Now I’m beginning to see the greater picture, the full meaning of some Old Testament prophecies, such as Isaiah 66. Last night, my amill pastor mentioned this text in passing, one of many passages as he jumped around on a lot of different thoughts, but cited this passage (Isaiah 66:19-20) as referring to the church and the gospel going out to all the lands. Yet in the context, a few verses later it describes the New Heavens and the New Earth, and the people looking at all the dead bodies — a direct tie-in with the battle of Armageddon. Instead, Isaiah 66:18-20 seems a lot like what is prophecied in Zechariah 14.

Like the fuller understanding of the fulfillment of Matthew 24:14, of course this is talking about something far greater than anything done by the Church in this age.

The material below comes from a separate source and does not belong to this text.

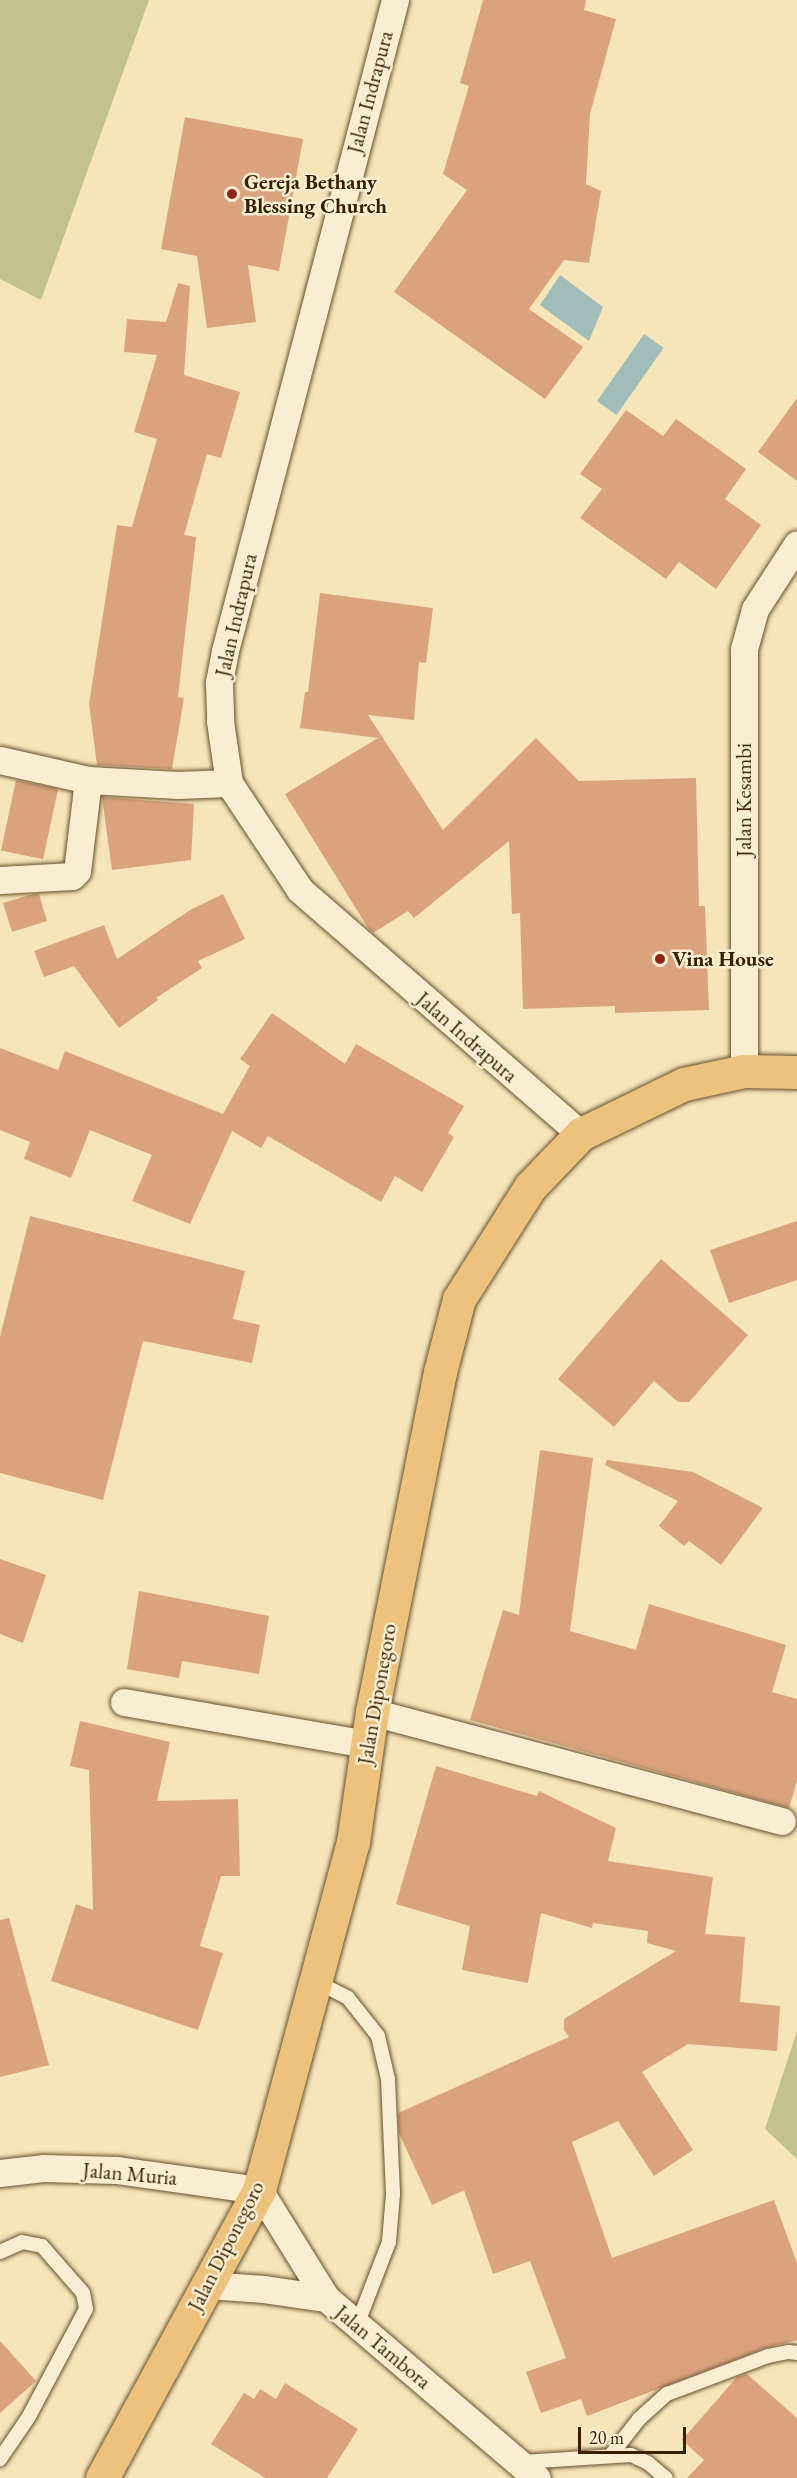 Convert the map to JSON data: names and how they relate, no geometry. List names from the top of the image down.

There are plenty of New Testament passages talking about that, but this passage has nothing to do with the Church.

October 14, 2008

Interpretation of Matthew 24:14

Filed under: eschatology — Lynda O @ 5:55 pm

Here’s an interesting look at a scripture verse, an understanding I hadn’t realized before.
Matthew 24:14 — “And this gospel of the kingdom will be preached in the whole world as a testimony to all nations, and then the end will come.” (NIV) So many Christians understand that verse in terms of modern-day evangelism, that as a pre-condition, before Christ can return, we must preach the gospel to all nations. Much mission work is tied up in that verse, and along with that for some the idea that the sooner we spread the gospel news around the world, the sooner Christ will return. I’ve even heard the ludicrous Preterist variation, that this was somehow fulfilled by 70 A.D. –because Paul wrote (in Colossians 1:6) about how the gospel was working “all over the world” (i.e., the known Roman world of his day).

Instead, the actual fulfillment of that verse is one of the signs of Christ’s return, and will be accomplished supernaturally by God, as described in Revelation 14:6:
“Then I saw another angel flying in midair, and he had the eternal gospel to proclaim to those who live on the earth–to every nation, tribe, language and people. He said in a loud voice, “Fear God and give him glory, because the hour of his judgment has come. Worship him who made the heavens, the earth, the sea and the springs of water.”

John MacArthur describes this in his sermon covering these verses in Matthew 24 (near the end of the text):

Or listen to it at the beginning of this:

This passage comes right before the final judgment, a final proclamation of the gospel to literally everyone alive on earth at that time. It’s so amazing to contemplate — God is the one who is going to accomplish everything, and He indeed has the full work in His hands, to do everything in His time, and He’s going to do it literally and completely by the supernatural work of an angel, not by man’s fallible efforts. This isn’t to belittle the work of missions and evangelism, as God gives us plenty of instruction to continue in our tasks of spreading the gospel … but this bring the full focus back to our Sovereign God.